Orrick Appellate Team Files Amicus Brief in Key Challenge to Bans on Retailer Credit Card Surcharges


December.21.2016

An Orrick appellate team today filed an amicus brief on behalf of the International Center for Law & Economics and sixteen law and economics scholars in a closely watched First Amendment challenge to New York’s law banning credit card surcharges.

The U.S. Supreme Court agreed in October to hear Expression Hair Design et al v. Schneiderman et al, exploring whether laws such as New York’s violate the free speech rights of merchants.  The case is set to be argued January 10, 2017. 

Petitioners’ challenge to the surcharge ban is largely premised on behavioral economics theories, which they claim show that credit card surcharges (which are banned) and cash discounts (which are allowed) are economically equivalent, but that the “message” of a surcharge is more powerful in encouraging cash transactions. The amicus brief explains that the petitioners’ behavioral economics theories are not in fact supported by sound empirical evidence, and that some of the cited studies actually cut the other way. Further, the brief details how surcharges and discounts are different in that they facilitate different types of sales and pricing practices.

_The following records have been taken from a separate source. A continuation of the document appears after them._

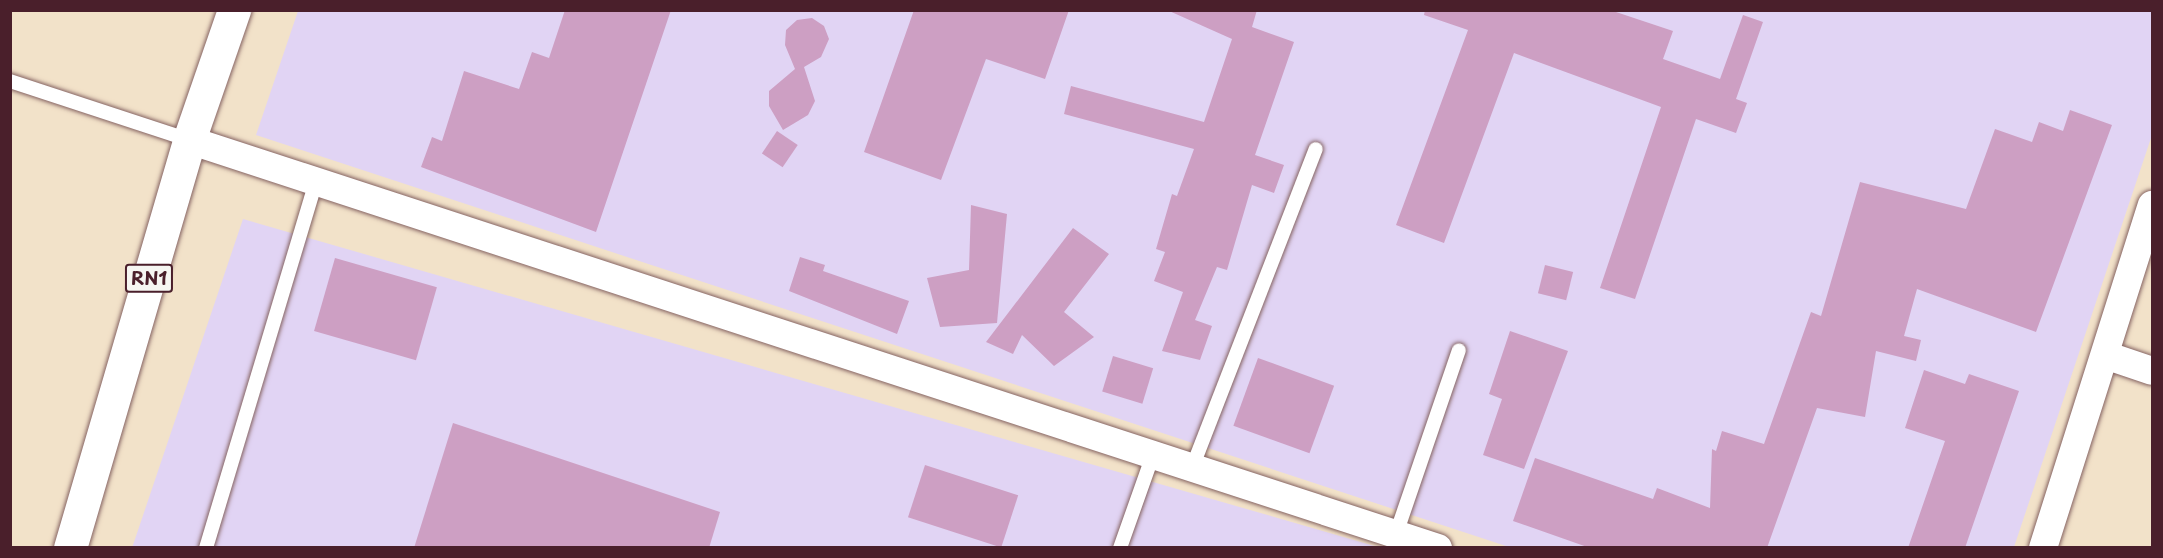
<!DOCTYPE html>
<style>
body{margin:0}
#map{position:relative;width:2163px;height:558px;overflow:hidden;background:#f2e2c9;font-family:"Playpen Sans",sans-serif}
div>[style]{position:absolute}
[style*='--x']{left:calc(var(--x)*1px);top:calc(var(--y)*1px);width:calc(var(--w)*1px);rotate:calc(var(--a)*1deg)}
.built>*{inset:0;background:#e1d4f4}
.building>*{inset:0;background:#cd9fc3;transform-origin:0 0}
.roads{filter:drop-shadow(0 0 2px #856362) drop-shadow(0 0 2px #856362)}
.lane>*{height:14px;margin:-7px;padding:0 7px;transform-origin:7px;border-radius:7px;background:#fff}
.street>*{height:28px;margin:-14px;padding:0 14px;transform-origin:14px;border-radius:14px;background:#fff}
.highway>*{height:33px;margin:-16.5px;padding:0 16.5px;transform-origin:16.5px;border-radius:16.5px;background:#fff}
span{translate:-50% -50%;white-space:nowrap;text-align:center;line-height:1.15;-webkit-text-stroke:5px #f6f6f2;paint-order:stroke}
.shield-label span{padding:2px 4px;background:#f6f6f2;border:2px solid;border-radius:4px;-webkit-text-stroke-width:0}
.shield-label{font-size:18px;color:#4a1f2b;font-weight:700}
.frame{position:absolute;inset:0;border:12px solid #4a1f2b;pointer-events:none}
</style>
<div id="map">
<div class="built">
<i style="clip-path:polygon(298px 11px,2152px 11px,2152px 135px,2014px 547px,1509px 547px,256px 135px)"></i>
<i style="clip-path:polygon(243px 219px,1378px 547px,132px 548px)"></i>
</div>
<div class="building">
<i style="clip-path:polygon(565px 10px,671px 10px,596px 232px,421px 167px,432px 137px,442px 141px,464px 71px,519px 89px,532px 52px,549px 58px)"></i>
<i style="clip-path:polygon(914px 10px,1069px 10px,1045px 79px,986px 59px,941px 180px,864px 152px)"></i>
<i style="clip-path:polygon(1167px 10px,1257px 10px,1252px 27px,1294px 42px,1255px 155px,1284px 165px,1274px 193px,1252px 185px,1227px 270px,1217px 267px,1195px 320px,1212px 326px,1200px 360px,1162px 351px,1183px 292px,1154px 281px,1165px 252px,1156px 249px,1172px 194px,1177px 196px,1194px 149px,1064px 114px,1071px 86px,1204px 122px,1232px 39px)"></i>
<i style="clip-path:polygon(1425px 10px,1610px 10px,1673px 31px,1663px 59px,1720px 79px,1743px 15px,1763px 22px,1736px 99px,1747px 103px,1736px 133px,1696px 119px,1635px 299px,1600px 288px,1661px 107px,1514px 53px,1444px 243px,1396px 225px,1468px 30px,1424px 15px)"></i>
<i style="clip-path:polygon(812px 18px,824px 26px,829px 39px,821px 57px,804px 67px,815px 101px,808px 115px,783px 130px,769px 106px,769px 91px,795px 69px,785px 45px,786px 30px,797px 20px)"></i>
<i style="clip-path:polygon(2070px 110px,2112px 125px,2036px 332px,1917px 289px,1904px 336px,1921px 340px,1916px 361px,1876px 351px,1865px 417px,1817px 408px,1767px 548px,1590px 548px,1513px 521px,1535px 458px,1653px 499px,1657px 488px,1710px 508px,1712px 449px,1716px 451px,1722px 431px,1764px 444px,1811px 312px,1821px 316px,1860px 182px,1966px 209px,1995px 129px,2032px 142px,2039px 122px,2063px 131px)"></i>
<i style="left:777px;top:131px;width:25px;height:27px;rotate:34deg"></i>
<i style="clip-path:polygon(971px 205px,1007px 214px,997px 323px,940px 327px,927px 278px,969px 270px)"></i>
<i style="clip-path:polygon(1073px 228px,1109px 254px,1064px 312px,1094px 337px,1054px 366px,1022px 335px,1013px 354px,986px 342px)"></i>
<i style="clip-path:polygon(800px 257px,825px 265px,823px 271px,909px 301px,897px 334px,789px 291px)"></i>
<i style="left:335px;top:258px;width:106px;height:76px;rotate:16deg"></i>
<i style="left:1545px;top:265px;width:29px;height:29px;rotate:14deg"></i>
<i style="clip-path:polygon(1510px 331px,1568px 351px,1524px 469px,1483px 455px,1502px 399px,1489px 394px)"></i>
<i style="left:1113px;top:356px;width:42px;height:37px;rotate:17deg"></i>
<i style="left:1258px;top:358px;width:81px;height:72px;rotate:20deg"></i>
<i style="clip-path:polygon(1924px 370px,1965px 384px,1969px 374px,2019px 391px,1965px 548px,1908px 548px,1945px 441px,1905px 428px)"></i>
<i style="clip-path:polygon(453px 423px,720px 512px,709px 548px,414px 548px)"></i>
<i style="left:925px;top:465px;width:98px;height:55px;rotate:18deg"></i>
</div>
<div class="roads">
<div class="lane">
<i style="--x:10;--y:81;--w:188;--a:18.2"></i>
<i style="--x:1192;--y:468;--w:342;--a:-68.8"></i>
<i style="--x:1396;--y:534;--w:194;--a:-71.1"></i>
<i style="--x:206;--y:548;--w:382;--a:-73.3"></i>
<i style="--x:1120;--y:548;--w:99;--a:-70.5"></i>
</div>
<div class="street">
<i style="--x:189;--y:140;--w:1314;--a:18.09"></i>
<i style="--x:2108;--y:356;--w:46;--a:18.8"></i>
<i style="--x:2043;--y:548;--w:360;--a:-72.4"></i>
</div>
<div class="highway">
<i style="--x:70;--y:548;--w:425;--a:-73.7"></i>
<i style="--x:189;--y:140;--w:138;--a:-70.9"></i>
</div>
</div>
<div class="shield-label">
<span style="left:149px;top:278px">RN1</span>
</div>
<div class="frame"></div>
</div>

Unlike discounts, surcharges facilitate deceptive advertising and profiteering, the brief observes.

“This Court should thus reject Petitioners’ invitation to base constitutional doctrine on a behavioral hypothesis unsupported by any sound empirical evidence —especially where, as here, that result could potentially expose consumers to the type of conduct that the State’s law seeks to prevent,” the Orrick brief states.

The Orrick brief asks the Supreme Court to side with last year’s ruling by the Second Circuit U.S. Court of Appeals, which upheld the New York law. The brief can be found here.

The Orrick team representing the amici includes partners Josh Rosenkranz and Bob Loeb, and associates Ian Fein and Charles Tyler.